#### [DATA FOR THIS TASK]

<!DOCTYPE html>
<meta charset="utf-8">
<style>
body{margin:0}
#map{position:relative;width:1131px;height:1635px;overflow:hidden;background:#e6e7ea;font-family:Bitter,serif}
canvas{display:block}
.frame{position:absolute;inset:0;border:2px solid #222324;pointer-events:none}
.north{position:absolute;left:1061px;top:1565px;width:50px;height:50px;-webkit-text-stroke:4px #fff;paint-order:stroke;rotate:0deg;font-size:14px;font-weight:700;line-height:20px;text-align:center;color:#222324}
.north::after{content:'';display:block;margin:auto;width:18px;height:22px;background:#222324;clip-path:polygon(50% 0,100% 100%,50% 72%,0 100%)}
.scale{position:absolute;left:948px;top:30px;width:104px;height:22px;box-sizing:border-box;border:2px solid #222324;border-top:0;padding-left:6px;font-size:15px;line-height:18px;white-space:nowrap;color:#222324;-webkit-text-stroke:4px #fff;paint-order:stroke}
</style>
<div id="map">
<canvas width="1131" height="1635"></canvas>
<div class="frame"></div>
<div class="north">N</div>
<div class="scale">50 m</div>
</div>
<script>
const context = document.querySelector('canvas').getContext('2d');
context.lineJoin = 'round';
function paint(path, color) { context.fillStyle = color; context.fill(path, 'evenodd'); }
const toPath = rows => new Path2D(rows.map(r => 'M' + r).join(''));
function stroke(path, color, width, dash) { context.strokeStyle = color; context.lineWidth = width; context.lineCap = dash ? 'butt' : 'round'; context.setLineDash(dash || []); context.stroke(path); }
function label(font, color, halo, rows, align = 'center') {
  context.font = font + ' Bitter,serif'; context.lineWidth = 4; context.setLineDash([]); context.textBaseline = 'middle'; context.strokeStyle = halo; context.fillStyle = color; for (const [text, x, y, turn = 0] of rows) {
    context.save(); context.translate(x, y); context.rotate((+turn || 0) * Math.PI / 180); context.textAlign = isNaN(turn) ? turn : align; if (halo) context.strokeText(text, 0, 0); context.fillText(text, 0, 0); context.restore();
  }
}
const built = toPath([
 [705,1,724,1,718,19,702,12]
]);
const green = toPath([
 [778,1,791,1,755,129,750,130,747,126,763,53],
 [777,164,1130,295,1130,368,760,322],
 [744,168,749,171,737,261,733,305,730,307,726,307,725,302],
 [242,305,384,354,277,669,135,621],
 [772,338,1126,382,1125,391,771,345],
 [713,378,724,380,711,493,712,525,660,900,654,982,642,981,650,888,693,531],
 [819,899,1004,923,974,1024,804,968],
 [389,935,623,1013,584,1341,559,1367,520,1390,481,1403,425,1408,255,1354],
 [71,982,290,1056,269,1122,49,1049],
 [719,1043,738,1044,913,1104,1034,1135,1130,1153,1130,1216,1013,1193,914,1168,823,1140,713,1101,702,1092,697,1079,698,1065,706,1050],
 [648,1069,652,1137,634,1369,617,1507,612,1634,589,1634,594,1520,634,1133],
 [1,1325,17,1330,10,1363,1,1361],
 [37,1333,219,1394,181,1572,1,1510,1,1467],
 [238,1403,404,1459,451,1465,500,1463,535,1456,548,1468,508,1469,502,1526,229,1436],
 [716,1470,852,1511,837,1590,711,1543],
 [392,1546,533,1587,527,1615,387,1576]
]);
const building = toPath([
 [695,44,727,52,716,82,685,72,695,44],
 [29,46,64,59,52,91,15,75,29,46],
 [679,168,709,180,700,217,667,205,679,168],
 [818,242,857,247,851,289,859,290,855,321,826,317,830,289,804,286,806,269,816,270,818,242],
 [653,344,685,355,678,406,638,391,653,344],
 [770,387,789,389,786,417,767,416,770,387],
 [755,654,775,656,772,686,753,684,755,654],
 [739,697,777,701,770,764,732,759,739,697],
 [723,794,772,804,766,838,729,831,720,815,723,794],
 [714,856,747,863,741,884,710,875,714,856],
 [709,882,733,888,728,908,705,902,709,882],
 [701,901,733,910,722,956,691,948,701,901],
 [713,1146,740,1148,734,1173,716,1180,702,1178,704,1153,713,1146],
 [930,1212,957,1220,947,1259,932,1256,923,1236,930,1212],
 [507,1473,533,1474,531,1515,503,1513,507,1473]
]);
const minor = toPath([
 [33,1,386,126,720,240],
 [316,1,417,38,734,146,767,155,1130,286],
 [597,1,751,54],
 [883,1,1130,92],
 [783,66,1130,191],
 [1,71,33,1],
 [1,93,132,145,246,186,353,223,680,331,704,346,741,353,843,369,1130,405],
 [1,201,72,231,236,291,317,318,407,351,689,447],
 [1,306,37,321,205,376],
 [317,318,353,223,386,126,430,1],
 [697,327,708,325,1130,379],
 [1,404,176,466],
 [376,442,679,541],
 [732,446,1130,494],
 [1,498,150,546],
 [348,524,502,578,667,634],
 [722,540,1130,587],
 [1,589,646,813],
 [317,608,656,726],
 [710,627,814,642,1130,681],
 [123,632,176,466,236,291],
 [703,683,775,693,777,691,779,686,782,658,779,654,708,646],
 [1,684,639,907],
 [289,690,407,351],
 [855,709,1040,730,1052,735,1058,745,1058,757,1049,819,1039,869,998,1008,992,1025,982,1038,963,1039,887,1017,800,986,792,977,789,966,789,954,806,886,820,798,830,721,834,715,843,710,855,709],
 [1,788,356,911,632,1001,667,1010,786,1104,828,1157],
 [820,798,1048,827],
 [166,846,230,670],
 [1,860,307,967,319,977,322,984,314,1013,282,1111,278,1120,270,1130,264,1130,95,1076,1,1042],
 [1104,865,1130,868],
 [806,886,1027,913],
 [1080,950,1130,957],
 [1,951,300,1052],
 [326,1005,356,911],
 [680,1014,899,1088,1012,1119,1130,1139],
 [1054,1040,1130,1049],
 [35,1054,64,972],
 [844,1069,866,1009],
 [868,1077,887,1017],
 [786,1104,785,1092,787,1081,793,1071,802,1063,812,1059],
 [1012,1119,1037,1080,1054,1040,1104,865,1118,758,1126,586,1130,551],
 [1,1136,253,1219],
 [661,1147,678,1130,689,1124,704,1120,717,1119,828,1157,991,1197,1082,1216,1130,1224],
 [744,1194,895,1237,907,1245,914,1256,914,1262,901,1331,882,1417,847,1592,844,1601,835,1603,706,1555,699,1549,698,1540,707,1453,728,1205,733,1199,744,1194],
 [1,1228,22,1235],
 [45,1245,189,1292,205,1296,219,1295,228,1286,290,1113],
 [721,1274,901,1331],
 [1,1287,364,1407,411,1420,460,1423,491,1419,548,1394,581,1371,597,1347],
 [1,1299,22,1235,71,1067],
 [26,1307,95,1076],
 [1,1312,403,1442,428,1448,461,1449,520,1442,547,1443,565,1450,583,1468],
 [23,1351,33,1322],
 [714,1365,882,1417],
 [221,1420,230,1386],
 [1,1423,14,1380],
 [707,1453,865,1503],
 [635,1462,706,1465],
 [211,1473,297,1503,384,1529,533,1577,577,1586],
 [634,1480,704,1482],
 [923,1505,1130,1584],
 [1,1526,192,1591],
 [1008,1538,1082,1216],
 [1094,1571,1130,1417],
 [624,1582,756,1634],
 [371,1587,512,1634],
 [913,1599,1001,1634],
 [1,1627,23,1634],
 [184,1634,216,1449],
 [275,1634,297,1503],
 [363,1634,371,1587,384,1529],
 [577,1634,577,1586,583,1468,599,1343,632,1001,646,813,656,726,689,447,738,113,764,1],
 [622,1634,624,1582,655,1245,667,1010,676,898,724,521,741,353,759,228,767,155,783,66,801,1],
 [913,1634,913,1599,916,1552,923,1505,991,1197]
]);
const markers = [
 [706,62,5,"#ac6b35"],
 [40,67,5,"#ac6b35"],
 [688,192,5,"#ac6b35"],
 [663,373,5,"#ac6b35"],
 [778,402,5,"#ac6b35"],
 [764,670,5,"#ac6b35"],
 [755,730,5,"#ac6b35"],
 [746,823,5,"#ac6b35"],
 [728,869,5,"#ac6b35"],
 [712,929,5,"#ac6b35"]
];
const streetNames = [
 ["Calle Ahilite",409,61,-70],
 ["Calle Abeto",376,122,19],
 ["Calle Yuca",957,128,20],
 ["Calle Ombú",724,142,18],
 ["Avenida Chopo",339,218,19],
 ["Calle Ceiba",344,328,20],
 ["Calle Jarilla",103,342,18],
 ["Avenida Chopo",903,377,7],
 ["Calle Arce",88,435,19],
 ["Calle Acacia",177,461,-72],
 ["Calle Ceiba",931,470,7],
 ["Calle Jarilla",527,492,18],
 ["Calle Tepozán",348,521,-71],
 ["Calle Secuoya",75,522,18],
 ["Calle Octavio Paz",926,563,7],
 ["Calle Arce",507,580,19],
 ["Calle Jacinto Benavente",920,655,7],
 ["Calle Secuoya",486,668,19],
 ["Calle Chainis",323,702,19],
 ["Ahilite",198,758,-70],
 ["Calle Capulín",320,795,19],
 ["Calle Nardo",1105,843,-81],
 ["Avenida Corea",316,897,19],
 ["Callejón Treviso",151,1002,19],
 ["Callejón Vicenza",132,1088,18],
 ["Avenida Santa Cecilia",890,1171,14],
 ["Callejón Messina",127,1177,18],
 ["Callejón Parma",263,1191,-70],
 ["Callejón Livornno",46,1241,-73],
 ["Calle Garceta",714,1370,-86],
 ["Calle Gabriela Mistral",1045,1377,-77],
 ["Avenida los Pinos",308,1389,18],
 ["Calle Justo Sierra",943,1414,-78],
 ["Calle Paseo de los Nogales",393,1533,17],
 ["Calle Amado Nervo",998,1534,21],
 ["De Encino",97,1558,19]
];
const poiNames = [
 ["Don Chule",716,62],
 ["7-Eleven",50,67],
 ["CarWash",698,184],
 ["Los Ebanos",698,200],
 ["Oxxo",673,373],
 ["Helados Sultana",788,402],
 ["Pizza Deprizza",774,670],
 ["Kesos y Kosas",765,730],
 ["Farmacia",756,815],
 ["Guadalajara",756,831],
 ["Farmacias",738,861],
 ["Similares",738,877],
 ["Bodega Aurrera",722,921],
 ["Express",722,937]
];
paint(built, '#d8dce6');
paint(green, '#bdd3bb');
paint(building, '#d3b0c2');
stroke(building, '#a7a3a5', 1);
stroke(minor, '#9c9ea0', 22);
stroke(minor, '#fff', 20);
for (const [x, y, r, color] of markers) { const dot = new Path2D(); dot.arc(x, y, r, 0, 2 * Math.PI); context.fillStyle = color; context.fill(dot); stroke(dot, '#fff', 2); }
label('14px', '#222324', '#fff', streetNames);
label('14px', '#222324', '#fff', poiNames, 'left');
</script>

#### [PROBLEM DESCRIPTION]
Return each full line of the entries that contains the word "canvas".

#### [TASK SOLUTION]
canvas{display:block}
<canvas width="1131" height="1635"></canvas>
const context = document.querySelector('canvas').getContext('2d');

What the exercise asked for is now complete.